There are two basic approaches to running a cooperative. The first uses paper-based “babysitting money”. Each unit is equal to a fixed unit of time. Families then contact each other directly to arrange and pay for seating.
The second type changes points, for example 4 points per sitting hour. A secretary books sessions and oversees points processing. Both systems can work well, but most groups prefer the points approach.
Cooperatives often elect a rotating secretary. If a member needs to babysit, the secretary is called to request a babysitter at a specific time and date. The secretary searches for members and finds a carer as close to the member’s home as possible and tries to find a carer with points. The secretary then calls the member and sets up the seating arrangement.

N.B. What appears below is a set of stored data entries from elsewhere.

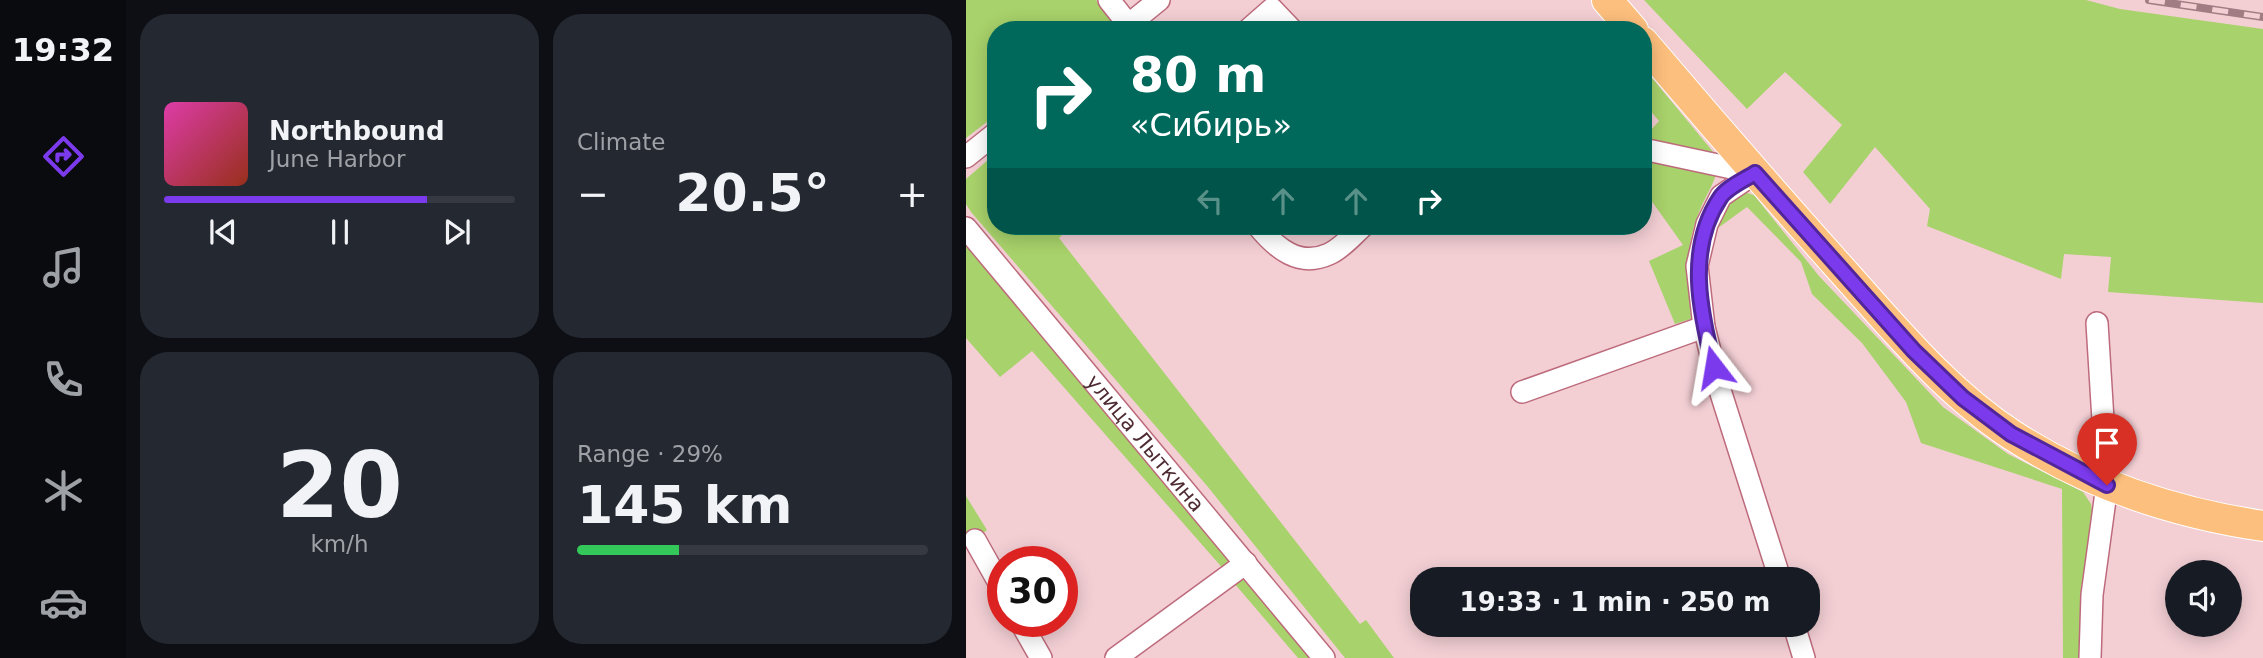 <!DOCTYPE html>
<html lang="en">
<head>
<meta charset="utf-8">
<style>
  body { margin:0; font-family:"DejaVu Sans",sans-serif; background:#242831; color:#f1f3f6; height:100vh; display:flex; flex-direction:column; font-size:26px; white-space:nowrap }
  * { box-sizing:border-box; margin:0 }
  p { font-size:23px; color:#9ea1a6 }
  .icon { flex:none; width:38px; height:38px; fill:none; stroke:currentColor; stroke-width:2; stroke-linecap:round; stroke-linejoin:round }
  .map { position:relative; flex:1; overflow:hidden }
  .drawer { display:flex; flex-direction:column; gap:14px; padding:14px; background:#0d0f14; width:840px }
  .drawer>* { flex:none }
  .guide { position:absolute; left:21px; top:21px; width:665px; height:214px; border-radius:28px; box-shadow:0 4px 18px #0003; background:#00695c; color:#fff; overflow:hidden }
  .controls { position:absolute; left:1199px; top:560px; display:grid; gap:14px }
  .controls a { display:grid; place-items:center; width:77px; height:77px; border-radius:50%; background:#171b24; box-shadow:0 4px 18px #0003; font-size:35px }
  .speed { position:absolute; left:21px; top:546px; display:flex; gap:14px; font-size:35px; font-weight:700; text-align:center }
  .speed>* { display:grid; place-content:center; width:91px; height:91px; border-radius:50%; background:#171b24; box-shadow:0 4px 18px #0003; line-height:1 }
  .speed .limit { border:10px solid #d22; background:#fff; color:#111 }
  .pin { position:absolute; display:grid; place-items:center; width:60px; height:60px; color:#fff; margin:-72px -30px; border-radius:50% 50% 50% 0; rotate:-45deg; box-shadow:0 0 7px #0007 }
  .pin .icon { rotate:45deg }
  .me { position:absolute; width:77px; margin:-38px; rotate:346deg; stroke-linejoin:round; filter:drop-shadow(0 0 5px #0008) }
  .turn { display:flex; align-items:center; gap:24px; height:147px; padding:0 28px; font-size:32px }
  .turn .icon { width:91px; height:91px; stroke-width:2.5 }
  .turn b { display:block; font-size:49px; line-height:60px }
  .lanes { display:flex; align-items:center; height:66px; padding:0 28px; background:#0003; justify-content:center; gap:35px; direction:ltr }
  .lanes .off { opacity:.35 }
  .big { font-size:52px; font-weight:600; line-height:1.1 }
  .drawer .card { flex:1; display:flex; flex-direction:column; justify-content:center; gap:10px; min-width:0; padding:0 24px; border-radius:28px; background:#242831 }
  .drawer .dial { align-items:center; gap:0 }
  .dial b { font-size:91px; line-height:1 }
  .song { display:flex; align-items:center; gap:21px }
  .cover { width:84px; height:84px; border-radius:10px; background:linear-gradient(135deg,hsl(320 70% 55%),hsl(10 70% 35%)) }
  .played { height:7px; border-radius:4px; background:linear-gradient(90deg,#7c3aed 75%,#363941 75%) }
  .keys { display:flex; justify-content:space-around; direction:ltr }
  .heat { display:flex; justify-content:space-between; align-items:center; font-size:38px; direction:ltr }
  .charge { height:10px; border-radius:5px; background:linear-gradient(90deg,#34c759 29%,#363941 0) }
  .drawer .tiles { flex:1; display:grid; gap:14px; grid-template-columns:repeat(2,1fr) }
  .trip { position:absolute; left:444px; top:567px; width:410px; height:70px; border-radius:28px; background:#171b24; box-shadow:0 4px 18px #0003; font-weight:600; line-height:70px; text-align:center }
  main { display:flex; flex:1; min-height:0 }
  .menu { display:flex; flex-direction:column; width:126px; justify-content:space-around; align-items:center; background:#090b0e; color:#9ea1a6 }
  .menu .icon { width:49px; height:49px }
  .menu .current { color:#7c3aed }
  .menu b { font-size:32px; color:#f1f3f6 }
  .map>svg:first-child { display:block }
  .green { fill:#a8d26b }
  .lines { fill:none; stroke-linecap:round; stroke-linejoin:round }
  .minor-casing { stroke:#bd6b7c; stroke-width:24 }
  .highway-casing { stroke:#fff; stroke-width:32 }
  .minor { stroke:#fff; stroke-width:21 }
  .highway { stroke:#fdbf7d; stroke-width:30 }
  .rail-casing { stroke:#a17d83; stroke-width:8 }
  .rail { stroke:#f3cfd4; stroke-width:5; stroke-dasharray:16; stroke-linecap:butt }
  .route-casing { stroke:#51269a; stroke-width:18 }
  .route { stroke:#7c3aed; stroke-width:12 }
  .labels { text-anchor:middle; stroke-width:7; stroke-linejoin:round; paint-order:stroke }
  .street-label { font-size:21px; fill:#4e2b32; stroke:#f3cfd4 }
</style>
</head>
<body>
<main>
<nav class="menu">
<b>19:32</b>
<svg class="icon current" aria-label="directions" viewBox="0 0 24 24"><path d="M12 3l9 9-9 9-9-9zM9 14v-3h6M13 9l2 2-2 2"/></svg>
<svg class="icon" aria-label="music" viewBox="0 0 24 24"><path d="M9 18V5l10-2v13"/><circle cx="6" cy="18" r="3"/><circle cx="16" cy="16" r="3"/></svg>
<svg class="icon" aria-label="phone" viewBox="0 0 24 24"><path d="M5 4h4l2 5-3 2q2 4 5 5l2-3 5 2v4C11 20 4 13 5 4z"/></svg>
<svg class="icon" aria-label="climate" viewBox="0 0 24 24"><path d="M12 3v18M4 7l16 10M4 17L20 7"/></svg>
<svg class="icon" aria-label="car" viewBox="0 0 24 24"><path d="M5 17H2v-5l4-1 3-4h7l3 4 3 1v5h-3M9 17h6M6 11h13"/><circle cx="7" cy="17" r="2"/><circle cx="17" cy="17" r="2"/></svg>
</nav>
<section class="drawer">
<div class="tiles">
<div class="card">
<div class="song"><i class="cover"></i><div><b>Northbound</b><p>June Harbor</p></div></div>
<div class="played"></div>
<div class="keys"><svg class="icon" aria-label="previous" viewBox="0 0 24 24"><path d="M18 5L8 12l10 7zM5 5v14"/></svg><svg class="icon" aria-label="pause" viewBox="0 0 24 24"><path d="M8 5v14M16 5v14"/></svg><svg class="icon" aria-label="next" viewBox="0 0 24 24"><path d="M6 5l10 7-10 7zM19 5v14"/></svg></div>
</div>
<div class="card"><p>Climate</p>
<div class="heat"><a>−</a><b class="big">20.5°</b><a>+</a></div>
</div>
<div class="card dial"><b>20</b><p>km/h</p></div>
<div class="card"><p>Range · 29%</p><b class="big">145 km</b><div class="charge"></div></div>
</div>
</section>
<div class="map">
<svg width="1297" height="658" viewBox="0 0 1297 658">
  <rect width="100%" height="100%" fill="#f3cfd4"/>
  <path class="green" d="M 0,0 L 130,0 L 149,24 L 142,30 L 30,30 L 30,115 L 0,138 Z
    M 678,0 L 1120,0 L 1154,9 L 1297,29 L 1297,303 L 1142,292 L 1145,257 L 1098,254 L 1095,279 L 961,226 L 964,209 L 909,147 L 864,204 L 837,172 L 876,125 L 819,72 L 781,109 Z
    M 677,67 L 753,159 C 752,180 739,195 732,215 C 718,249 722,283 725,319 L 709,324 L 683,261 L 717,245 L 677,189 L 677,130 L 684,131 L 693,121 L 677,102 Z
    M 30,153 L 30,226 L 95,226 L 100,231 L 93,238 L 394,624 L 400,620 L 428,658 L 379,658 L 242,487 L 5,212 L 0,204 L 0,179 Z
    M 781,193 L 788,195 L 853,276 L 977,407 L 1042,454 L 1117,492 L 1125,504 L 1127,518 L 1125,547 L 1115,587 L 1113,658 L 1097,658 L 1096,489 L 955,443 L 940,402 L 896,343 L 846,294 L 835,262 L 781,207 L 752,228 L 745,243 C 753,225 758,196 781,193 Z
    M 0,242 L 271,564 L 260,572 L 66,351 L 34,377 L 0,338 Z
    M 0,496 L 21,530 L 16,534 L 6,555 L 0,546 Z
    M 279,575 L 349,658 L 332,658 L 268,583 Z"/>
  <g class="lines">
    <defs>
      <g id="minor">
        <path d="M 143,0 L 162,24"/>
        <path d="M 156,30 L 193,0"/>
        <path d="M 282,30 L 306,9 L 326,30"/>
        <path d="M 677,149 L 789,173"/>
        <path d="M 0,157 L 30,133"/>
        <path d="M 789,173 L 755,196 L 741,224 L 731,266 L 738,327 L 753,387 L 814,579"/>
        <path d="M 292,226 C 310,248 333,268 363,254 C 375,249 387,235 397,226"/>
        <path id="s1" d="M 0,228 L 358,658"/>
        <path d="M 556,392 L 738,327"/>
        <path d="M 9,540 L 37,590"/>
        <path d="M 54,621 L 75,658"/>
        <path d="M 828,625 L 838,658"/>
        <path d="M 150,658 L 280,563"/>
        <path d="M 1124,658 L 1126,595 L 1141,485 L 1131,323"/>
      </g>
      <path id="highway" d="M 641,0 L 667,30
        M 677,42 C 745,122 813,200 882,277 C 933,334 982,393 1046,435 C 1122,484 1208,513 1297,526"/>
    </defs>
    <use href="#minor" class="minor-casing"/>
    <use href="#highway" class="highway-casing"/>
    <use href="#minor" class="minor"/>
    <use href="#highway" class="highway"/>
    <defs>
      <path id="rail" d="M 1183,0 L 1297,17"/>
    </defs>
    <use href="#rail" class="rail-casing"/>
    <use href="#rail" class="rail"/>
  </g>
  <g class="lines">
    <defs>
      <path id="route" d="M 748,367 C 734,312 720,249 754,198 C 760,188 778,180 789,173 L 948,351 L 997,398 L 1045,434 L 1141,485"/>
    </defs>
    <use href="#route" class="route-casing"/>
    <use href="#route" class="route"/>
  </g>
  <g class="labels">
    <g class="street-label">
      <text dy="7" stroke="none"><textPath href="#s1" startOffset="280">улица Лыткина</textPath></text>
    </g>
  </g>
</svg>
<div class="controls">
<a><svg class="icon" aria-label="sound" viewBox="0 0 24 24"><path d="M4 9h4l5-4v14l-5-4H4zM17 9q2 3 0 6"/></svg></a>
</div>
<div class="speed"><div class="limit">30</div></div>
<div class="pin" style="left:1141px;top:485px;background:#d93025"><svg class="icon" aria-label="arrive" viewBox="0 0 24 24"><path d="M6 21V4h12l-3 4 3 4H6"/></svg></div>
<svg class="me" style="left:748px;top:367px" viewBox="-20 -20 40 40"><path d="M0-17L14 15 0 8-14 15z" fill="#7c3aed" stroke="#fff" stroke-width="4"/></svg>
<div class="trip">19:33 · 1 min · 250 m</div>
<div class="guide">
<div class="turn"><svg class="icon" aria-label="right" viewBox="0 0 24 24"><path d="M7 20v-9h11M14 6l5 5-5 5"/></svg><div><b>80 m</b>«Сибирь»</div></div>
<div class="lanes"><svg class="icon off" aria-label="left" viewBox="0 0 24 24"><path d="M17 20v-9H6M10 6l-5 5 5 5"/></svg><svg class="icon off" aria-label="ahead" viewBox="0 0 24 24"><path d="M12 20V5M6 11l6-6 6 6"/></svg><svg class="icon off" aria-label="ahead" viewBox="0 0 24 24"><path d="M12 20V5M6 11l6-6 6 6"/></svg><svg class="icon" aria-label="right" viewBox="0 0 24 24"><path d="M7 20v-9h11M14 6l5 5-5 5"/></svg></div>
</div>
</div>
</main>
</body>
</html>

After care is provided, both the member and the caregiver agree on the number of points and this is reported to the secretary who records the points. Points are earned by being a caregiver and providing care. Points are spent using a caregiver to care for your children.
start your cluster
There are two main success factors for starting a new house.
- When starting your cluster, you need to make sure you have a clear set of rules so everyone knows how the process will work. Rules to consider include:
- How small/large the cooperative can be: a minimum of five and a maximum of 25 are generally considered the best.
- How will new members be introduced?
- Starting points for each family.
- How many hours is each point worth?
- Minimum scores below which a family is not allowed to claim residence.
- How will the reservation process work?
You will probably also want to have medical consent forms ready so that families can formally authorize the resident family to receive emergency medical treatment if needed.
- Make sure you have regular (perhaps quarterly or semiannual) meetings so everyone can introduce themselves and get to know each other. Normally these are done at a member’s home or at a park so kids can come too.
When searching for members of your co-op, it’s best to find other families with similar parenting practices and life values as your own. There are many places to look, including your local playgroup, school/preschool, childcare centre, parents and citizen clubs, church, neighbors and the child’s sports or activity clubs.
One last thing to consider when setting up your co-op is the idea of using it to change more than just babysitting. Perhaps you can use the car to participate in children’s activities or to take care of your pets when you go. When you bring people and the process together, there are many other uses for your cluster that save time and money.